2. Protect your financial well-being.
A study from the MetLife Mature Market Institute showed that working caregivers experience an average loss of $700,000 over their working life due to lost wages, reduced pension and other retirement account contributions, and lower Social Security benefits. They jeopardize their own retirement savings, often going into debt.
The most pressing decision is whether to keep working at all! It’s tempting to throw in the towel, thinking you’ll get back to work when your caregiving duties end. But think that through carefully. Many caregivers find they can never really get back into the swing of things after taking off for several years. Before you hand in your resignation or cut back to part-time work, do your homework.
Talk to other family members. They may not realize what serving as the primary caregiver is costing you. Family should discuss chipping in for home care, an adult day center or respite care or a senior living environment.
And talk to your parents. Are they financially able to help pay for care services? If their care needs are increasing, would they consider hiring in-home care, or moving to an assisted living community, skilled nursing facility or other senior support living environment? If these conversations are difficult, enlist the help of a financial advisor. Aging life care professionals (also known as geriatric care managers) can also help care planning discussions go smoothly, and these experts have a wealth of information about senior support services in the community.
3. Protect your health.
“You need to exercise, eat right, get enough sleep, lower your stress and schedule some me time.”

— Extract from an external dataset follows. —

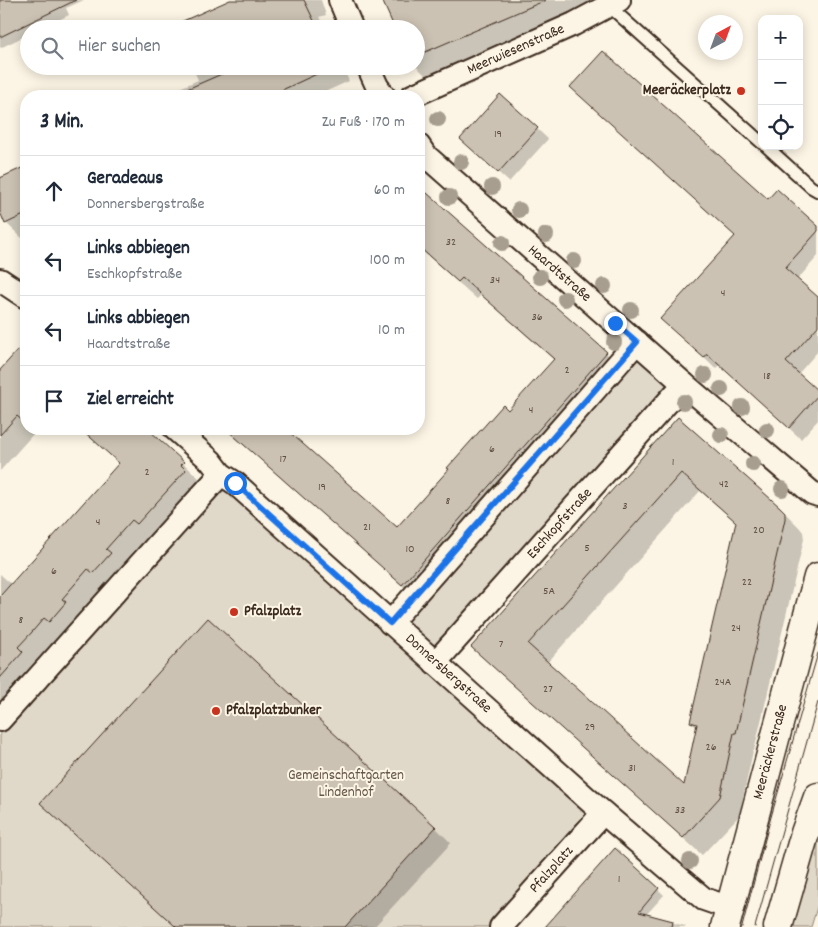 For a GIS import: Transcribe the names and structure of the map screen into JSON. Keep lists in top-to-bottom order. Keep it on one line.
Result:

Wait, before you stop reading and start laughing, consider that the stress of caregiving can raise the risk of diabetes, heart disease, obesity and even dementia. “Caregiver burnout” can leave you feeling confused, fatigued, constantly worried, angry … and then, often, guilty about having those emotions!
Carving out time for your own needs is vital. When you’re talking to the person you’re caring for and other family members about the financial implications of your role, don’t forget to share the health implications, as well. After all, failing to take care of your own health makes it more likely that you too will need care in the future.
Learn to delegate. Ask for what you need. Can Mom visit your sister out of state for a few weeks each year? Can your brother who lives nearby come over two evenings a week while you go to the gym? If you’re a spouse caregiver, do other family members assume you prefer to do everything yourself? Set them straight. Friends, neighbors and members of your loved one’s faith community might step in as well.
Examine your priorities. Do you have ongoing commitments that aren’t really necessary? Someone else may need to serve as chairperson for the school committee. You might need to cut back on volunteer work. And whether your holidays will be in person or online, planning and hosting can be a lot of work. Let others take over some of those tasks.
Taking steps to bring better balance into your life will not only benefit you, but also the person you are caring for. A common motto cited by caregiving experts is: “Taking care of yourself makes you a better caregiver.” It will make you a better employee, as well!